- [About this exercise]: Give the number of lines in the records below that contain the word "trip", and nothing more.

- [The data]:
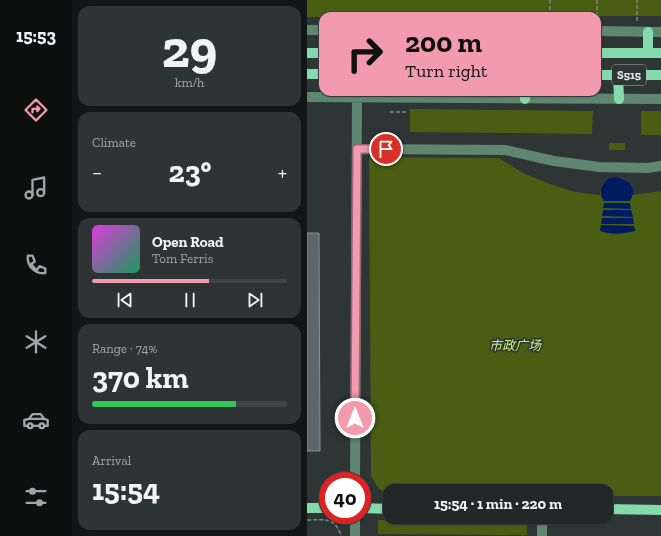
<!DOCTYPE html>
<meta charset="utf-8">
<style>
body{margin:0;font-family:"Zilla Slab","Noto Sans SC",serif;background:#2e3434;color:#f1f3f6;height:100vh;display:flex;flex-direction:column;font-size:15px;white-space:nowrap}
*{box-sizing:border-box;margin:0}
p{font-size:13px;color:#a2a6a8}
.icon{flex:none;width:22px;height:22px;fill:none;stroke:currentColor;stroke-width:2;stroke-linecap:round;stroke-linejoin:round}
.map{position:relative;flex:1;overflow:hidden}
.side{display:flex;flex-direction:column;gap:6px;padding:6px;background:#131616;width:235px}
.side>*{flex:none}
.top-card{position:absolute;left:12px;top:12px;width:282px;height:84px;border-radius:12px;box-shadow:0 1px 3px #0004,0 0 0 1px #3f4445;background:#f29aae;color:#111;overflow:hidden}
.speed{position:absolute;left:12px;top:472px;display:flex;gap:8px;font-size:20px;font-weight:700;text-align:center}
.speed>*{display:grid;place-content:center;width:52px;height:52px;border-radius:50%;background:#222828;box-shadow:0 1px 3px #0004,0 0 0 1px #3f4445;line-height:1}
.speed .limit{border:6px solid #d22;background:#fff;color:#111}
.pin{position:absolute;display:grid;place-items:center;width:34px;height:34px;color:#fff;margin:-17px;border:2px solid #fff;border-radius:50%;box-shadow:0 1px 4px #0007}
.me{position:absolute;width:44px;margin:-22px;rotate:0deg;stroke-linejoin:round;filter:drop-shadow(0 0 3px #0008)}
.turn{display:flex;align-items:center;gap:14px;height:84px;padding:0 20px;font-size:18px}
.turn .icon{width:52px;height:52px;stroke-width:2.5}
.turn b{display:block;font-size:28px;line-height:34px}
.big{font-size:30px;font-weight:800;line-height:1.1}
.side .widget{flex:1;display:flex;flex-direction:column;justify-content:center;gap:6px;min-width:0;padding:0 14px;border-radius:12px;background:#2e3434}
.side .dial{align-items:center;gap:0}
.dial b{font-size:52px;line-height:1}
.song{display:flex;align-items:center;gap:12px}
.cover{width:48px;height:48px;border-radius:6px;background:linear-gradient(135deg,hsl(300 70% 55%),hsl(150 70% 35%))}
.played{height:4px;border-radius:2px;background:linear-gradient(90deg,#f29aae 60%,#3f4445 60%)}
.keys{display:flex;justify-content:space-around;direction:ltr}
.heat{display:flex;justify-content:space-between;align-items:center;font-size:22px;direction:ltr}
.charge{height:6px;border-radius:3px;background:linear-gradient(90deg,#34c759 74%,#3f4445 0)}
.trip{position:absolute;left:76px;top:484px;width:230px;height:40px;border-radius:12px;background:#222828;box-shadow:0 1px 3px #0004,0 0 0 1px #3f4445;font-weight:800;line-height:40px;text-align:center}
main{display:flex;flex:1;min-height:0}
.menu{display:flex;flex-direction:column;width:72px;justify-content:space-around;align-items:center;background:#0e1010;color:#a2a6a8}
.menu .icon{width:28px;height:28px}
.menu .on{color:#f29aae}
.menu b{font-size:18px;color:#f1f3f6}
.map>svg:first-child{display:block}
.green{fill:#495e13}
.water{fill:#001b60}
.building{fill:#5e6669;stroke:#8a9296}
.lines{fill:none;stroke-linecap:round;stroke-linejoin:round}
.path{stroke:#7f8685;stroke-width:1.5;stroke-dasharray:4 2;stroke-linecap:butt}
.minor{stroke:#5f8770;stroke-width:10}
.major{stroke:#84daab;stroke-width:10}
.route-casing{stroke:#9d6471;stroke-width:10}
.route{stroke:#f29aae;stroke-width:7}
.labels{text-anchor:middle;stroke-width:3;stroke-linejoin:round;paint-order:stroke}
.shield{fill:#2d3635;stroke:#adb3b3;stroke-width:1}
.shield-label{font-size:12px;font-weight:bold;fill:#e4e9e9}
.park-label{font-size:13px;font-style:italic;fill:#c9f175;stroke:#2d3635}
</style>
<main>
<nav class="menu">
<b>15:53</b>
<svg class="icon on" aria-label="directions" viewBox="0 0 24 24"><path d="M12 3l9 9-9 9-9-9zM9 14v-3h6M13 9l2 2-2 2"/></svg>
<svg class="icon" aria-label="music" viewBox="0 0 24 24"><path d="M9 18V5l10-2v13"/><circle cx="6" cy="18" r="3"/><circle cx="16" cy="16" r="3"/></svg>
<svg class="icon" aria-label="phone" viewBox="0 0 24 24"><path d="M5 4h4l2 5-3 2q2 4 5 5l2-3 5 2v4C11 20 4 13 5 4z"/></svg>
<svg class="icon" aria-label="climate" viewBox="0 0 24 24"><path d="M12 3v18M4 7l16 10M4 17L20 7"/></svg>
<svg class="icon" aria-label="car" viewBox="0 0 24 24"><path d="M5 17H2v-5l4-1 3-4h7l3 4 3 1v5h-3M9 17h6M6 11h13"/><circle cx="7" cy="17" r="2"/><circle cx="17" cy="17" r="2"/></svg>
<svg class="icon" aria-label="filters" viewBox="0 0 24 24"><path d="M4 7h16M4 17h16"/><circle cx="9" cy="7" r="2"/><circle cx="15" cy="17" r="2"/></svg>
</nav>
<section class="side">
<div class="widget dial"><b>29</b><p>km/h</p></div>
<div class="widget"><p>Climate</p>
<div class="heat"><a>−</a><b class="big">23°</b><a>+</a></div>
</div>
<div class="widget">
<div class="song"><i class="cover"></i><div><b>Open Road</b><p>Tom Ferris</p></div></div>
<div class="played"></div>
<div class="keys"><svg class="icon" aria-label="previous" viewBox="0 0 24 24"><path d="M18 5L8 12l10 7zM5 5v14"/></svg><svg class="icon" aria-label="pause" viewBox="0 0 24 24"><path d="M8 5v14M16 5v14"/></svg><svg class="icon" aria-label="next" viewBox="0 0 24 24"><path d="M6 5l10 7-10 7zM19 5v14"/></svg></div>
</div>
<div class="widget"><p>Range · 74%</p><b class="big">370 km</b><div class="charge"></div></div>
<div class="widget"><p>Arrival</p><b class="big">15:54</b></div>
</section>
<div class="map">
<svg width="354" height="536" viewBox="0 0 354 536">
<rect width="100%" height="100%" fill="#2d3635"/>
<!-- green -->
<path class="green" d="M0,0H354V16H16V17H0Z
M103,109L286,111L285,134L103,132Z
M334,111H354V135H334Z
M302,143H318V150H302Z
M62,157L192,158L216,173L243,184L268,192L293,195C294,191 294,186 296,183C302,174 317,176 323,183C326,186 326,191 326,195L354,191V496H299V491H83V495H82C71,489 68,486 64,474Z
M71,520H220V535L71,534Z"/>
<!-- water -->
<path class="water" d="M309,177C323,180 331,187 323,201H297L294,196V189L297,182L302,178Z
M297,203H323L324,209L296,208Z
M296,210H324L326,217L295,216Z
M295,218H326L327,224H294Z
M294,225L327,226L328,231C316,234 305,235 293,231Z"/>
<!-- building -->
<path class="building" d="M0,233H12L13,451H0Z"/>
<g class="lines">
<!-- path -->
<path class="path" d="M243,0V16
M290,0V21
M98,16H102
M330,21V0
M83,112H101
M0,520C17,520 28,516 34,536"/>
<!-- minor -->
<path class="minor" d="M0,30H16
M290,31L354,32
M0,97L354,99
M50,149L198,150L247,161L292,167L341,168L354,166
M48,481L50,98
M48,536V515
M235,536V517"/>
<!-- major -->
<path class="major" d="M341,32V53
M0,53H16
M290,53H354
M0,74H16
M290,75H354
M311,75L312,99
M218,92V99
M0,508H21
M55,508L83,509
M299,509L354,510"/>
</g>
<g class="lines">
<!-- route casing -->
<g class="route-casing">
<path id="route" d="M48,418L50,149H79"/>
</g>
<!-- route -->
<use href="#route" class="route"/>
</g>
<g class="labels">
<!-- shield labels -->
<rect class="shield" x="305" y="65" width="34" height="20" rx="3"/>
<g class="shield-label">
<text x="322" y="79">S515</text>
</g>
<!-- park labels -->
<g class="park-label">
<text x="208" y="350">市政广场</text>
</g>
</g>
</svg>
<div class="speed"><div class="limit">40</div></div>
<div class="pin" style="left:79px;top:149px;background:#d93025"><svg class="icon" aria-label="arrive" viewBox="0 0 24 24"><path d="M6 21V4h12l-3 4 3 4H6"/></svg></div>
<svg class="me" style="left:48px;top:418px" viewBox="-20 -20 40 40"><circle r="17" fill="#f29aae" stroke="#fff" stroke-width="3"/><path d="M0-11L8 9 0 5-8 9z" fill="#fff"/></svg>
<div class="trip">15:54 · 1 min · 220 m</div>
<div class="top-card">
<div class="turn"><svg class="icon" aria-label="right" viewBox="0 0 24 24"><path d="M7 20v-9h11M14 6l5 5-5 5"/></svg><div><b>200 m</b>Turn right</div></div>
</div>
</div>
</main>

- [Final answer]: 2